What is Reference Data Management?

Reference data management is the process of managing classifications and hierarchies across systems and business lines. This may include performing analytics on reference data, tracking changes to reference data, distributing reference data, and more. For effective reference data management, companies must set policies, frameworks, and standards to govern and manage both internal and external reference data.

Reference Data Management Diagram

After coming to widespread prominence in 2012, Reference Data Management (RDM) has become a key element in Master Data Management (MDM). RDM provides the processes and technologies for recognizing, harmonizing and sharing coded, relatively static data sets for “reference” by multiple constituencies (people, systems, and other master data domains). Such a system provides governance, process, security, and audit control around the mastering of reference data. In addition, RDM systems also manage complex mappings between different reference data representations and different data domains across the enterprise. Most contemporary RDM systems also provide connectivity, typically a service-oriented architecture (SOA) service layer (a.k.a. microservices), for sharing of reference data with enterprise applications, analytical/data science, and governance applications.

Why is reference data management so important?

Prior to the availability of commercial RDM solutions, organizations built custom solutions using existing software such as RDBMS, spreadsheets, workflow software (business process management or BPM) and other tools. Such systems often lacked change management, audit controls, and granular security/permissions. As a result, these legacy solutions have increasingly become compliance risks. Because reference data is used to drive key business processes and application logic, errors in reference data can have a major negative and multiplicative business impact. Mismatches in reference data: (1) impact data quality; (2) affect the integrity of BI reports; and, (3) also are a common source of application integration failure. Just as businesses no longer build their own CRM, ERP, and MDM systems, so too are organizations beginning to acquire commercial RDM or RDG solutions, which can be easily tailored or configured and have the full ongoing support of a major software vendor.

What are the benefits of reference data management?

One benefit of reference data management is that by centralizing control you can ensure that consistency and compliance are maintained.
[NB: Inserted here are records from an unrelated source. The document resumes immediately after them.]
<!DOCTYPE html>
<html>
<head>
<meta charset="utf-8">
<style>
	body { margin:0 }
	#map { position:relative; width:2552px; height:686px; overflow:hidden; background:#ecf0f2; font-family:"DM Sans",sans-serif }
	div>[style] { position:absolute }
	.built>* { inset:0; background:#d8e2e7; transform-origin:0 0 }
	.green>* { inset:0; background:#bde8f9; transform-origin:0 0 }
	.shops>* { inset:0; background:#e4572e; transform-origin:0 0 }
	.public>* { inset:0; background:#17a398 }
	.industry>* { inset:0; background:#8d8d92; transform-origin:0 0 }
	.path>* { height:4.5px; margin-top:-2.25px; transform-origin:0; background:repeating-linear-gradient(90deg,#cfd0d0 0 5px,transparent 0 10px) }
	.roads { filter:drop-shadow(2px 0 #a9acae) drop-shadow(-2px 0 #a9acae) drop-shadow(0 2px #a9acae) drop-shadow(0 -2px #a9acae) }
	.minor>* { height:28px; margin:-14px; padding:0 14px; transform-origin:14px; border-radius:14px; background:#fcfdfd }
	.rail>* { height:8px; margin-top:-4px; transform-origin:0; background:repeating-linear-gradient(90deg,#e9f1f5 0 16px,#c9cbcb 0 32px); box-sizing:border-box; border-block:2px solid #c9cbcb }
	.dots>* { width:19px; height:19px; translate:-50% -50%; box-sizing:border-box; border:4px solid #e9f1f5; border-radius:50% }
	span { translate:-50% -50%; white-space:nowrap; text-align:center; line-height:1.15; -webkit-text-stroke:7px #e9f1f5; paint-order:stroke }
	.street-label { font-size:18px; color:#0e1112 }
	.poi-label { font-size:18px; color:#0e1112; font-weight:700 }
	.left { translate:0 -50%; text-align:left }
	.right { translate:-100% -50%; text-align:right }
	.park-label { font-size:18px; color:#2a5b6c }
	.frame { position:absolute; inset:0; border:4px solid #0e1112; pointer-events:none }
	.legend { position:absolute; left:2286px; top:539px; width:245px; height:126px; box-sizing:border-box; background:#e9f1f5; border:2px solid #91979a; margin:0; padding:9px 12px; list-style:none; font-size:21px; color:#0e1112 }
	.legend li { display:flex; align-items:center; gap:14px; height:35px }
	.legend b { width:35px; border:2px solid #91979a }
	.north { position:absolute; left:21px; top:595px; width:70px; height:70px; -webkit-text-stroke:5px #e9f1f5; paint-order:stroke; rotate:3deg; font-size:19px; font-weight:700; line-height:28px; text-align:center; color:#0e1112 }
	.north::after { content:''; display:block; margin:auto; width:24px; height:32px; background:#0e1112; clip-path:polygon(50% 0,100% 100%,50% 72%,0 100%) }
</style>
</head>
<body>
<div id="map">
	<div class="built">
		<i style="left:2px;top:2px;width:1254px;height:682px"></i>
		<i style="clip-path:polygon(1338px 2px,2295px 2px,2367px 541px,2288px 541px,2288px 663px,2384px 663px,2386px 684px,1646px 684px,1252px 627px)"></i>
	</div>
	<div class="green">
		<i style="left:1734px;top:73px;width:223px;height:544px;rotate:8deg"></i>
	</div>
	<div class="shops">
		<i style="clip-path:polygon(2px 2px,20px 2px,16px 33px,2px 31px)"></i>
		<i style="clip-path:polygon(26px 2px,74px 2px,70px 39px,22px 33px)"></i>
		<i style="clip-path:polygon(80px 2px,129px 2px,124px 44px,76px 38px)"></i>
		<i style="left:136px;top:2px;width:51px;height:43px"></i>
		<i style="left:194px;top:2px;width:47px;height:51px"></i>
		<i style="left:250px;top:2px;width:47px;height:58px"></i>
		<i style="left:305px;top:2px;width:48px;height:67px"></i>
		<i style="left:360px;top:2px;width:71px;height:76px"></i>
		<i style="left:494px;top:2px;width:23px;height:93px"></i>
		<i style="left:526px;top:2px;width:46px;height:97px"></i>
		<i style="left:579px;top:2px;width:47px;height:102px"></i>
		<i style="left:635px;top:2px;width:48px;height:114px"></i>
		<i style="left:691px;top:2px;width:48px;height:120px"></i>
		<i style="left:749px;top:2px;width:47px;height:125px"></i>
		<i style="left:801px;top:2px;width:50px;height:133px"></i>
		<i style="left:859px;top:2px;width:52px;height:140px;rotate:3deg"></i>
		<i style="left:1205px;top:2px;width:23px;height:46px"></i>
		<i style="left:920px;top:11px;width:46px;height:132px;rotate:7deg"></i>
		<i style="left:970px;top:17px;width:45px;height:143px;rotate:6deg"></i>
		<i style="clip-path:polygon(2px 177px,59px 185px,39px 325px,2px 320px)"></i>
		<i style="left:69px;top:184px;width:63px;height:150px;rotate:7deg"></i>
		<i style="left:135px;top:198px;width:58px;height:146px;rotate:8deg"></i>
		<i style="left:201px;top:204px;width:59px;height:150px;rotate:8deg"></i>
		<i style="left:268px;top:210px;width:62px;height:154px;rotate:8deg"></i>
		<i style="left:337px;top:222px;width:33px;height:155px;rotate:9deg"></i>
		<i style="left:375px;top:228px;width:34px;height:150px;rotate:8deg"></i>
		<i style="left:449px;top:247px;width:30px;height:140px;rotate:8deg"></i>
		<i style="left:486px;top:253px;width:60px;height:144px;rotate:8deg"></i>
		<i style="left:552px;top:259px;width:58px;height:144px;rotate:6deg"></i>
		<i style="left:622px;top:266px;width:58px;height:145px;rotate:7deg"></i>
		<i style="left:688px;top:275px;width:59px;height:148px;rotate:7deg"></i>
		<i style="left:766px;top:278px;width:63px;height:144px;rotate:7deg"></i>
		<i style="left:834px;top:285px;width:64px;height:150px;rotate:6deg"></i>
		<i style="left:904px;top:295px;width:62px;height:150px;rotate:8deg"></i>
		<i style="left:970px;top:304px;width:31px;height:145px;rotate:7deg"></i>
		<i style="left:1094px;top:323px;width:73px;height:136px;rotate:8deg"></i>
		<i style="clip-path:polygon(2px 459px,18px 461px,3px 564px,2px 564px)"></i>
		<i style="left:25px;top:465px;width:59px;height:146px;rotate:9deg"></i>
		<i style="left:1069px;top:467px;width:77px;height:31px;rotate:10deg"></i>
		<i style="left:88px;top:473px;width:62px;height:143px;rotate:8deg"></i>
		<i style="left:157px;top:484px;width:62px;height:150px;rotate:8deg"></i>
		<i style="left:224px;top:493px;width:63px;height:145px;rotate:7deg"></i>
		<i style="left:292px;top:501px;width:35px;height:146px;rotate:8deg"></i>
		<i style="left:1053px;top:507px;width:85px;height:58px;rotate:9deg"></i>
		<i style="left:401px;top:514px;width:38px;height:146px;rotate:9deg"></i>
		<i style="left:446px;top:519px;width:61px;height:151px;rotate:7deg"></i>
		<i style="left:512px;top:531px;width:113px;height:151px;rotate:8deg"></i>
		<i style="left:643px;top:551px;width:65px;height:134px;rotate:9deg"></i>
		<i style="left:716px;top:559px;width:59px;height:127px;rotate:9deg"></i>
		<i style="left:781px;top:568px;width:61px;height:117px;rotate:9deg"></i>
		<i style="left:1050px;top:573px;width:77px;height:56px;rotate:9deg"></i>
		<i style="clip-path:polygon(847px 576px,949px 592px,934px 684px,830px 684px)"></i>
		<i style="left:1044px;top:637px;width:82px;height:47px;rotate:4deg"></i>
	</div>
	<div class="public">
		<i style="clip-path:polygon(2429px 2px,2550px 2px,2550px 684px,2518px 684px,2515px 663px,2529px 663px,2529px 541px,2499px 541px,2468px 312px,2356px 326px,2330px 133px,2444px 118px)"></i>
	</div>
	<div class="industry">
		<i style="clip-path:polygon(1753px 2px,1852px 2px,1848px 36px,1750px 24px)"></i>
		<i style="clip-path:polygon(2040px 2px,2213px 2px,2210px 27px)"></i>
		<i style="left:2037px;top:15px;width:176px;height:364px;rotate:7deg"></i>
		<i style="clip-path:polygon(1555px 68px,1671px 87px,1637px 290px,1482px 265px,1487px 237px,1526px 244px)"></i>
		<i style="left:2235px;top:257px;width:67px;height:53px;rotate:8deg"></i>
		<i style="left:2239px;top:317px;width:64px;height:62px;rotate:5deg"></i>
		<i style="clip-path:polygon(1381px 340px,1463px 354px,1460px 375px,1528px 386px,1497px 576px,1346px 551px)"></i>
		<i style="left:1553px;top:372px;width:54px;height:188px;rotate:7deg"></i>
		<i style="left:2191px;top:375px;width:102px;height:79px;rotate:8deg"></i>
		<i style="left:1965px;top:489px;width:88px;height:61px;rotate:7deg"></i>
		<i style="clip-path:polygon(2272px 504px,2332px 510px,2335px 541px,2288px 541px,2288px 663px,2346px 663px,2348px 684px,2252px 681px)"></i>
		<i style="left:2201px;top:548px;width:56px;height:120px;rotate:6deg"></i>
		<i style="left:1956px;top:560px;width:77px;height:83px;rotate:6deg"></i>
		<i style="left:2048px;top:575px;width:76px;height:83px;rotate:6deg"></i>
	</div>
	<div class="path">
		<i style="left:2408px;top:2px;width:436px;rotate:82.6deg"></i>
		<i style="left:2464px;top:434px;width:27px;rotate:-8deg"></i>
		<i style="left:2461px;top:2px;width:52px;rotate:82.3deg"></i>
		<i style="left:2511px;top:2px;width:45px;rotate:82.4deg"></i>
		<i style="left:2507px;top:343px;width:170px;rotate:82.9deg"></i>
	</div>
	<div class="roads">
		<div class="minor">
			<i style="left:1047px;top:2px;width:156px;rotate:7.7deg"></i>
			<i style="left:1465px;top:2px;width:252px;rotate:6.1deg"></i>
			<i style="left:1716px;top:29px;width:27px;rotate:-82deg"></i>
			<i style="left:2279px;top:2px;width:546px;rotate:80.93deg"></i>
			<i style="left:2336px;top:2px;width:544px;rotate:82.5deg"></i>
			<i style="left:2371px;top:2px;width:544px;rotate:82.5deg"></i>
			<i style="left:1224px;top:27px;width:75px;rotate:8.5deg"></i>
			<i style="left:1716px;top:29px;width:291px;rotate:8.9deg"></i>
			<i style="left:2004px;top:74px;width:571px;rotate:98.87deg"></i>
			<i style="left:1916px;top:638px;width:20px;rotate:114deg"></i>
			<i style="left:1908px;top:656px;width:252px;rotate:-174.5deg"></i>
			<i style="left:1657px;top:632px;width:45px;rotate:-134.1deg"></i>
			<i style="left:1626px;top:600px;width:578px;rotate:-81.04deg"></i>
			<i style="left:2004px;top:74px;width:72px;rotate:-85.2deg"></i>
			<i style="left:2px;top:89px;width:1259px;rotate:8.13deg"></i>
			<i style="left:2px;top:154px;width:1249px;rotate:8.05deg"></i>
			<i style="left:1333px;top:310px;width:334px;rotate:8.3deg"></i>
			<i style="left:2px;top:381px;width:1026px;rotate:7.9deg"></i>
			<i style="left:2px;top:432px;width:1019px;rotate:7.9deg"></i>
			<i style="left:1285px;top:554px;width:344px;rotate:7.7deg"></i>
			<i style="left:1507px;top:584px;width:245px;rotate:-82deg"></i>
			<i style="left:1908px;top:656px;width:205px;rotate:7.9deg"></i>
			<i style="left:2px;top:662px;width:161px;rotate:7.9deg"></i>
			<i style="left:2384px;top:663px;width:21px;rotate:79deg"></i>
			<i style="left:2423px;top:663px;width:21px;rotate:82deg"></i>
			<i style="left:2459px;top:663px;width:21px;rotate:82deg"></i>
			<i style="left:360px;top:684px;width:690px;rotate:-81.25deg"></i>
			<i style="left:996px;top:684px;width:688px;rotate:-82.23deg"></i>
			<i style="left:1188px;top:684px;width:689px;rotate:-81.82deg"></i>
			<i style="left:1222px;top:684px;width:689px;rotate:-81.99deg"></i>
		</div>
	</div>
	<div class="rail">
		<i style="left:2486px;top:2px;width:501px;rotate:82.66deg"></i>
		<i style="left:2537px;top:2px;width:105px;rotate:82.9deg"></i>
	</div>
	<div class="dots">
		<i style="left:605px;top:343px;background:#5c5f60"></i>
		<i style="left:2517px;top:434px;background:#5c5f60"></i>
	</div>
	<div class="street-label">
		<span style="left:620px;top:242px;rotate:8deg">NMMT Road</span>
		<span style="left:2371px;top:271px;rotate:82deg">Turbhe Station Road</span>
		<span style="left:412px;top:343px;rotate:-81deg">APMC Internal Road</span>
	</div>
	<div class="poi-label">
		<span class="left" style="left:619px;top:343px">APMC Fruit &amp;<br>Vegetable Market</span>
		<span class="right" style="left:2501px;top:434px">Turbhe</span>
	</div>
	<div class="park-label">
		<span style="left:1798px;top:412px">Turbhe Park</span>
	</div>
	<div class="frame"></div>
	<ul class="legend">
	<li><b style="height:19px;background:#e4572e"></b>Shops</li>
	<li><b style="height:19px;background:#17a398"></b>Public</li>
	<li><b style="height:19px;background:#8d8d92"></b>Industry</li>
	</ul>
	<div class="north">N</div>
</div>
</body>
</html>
It helps business teams access, distribute, and update reference data across multiple systems in a consistent, governed way to meet business needs. Effective reference data management can allow a business to scale up its operations and analytics processes. It can provide for the ability to react quickly to new data requirements or market changes without restructuring the entire enterprise’s data.

Reference data management can bring consistency to your data. By managing every version of reference data and connecting them through correspondence tables, businesses can achieve semantic consistency across time and between different standards. Without this consistency, organizations would suffer from poor data quality and small errors that could become costly errors in the long run.

Reference Data Management Evaluation Criteria

  1. Ability to Map Reference Data: In addition to the canonical reference data sets (country codes, currencies, languages, etc), an RDM hub must be able to manage application-specific, industry-specific, use-case specific, new versions of, and local adaptations (e.g., foreign language versions). Also, relationships between reference data sets and all those permutations need to be managed.
  2. Administration of Reference Data Types: One of the common problems with homegrown reference data solutions is that a single data model cannot easily represent the many different types of reference data. The data model needs to be extended to support new reference data sets, and new properties specific to the varied types of reference data being managed.
  3. Management and User Experience of Reference Data Sets: RDM solutions should be designed with the business user in mind. By providing intuitive UIs and a flexible data model, an enterprise can quickly install, configure and import reference data with minimal need for ongoing IT involvement.
  4. Architecture/Performance: Because of the highly-related nature of reference data, semantic mode is useful for managing the relationships between reference data sets and across time. Clearly, the need to document reference data, and their complex connections to other domains requires the platform to have robust data/semantic modeling.
  5. Hierarchy Management Over Sets of Reference Data: Reference code tables can be either flat lists or hierarchies. Hierarchical structure is a key aspect of reference data that needs to be managed in addition to the values and mapping relationships.
  6. Connectivity: It is vital that an RDM solution provide multiple, flexible means of connection to provide maximum "accessibility". Reference data must be made easily available to downstream application systems, remote subscribers, etc. Further, each consumer of RDM data must be able to access the data in a means and format that is most convenient to them.
  7. Import and Export: An RDM solution should enable the import and export of reference data in multiple formats. For example, for inbound and outbound mappings from/to data definitions, sources and destinations such as flat files or databases as well as CSV and XML formats.
  8. Versioning Support: RDM solutions should also support versioning of reference data sets and related mappings. Such versioning is used in conjunction with lifecycle management to manage changes to the reference data sets and mappings over time.
  9. Security and Access Control: Modern RDM solutions provide robust role-based security. For example, CRUD access to a particular entity should be controlled by the user’s role, the group that the user is a member of, and related ownership of the entity, plus the lifecycle state of the entity itself.
  10. End-to-end Lifecycle Management: RDM solutions should employ governance UI and workflow processes to provide support for formal governance of reference data, putting end-to-end (E2E) lifecycle management of enterprise reference data into the hands of business users—reducing the burden on IT and improving the overall quality of data used across the organization.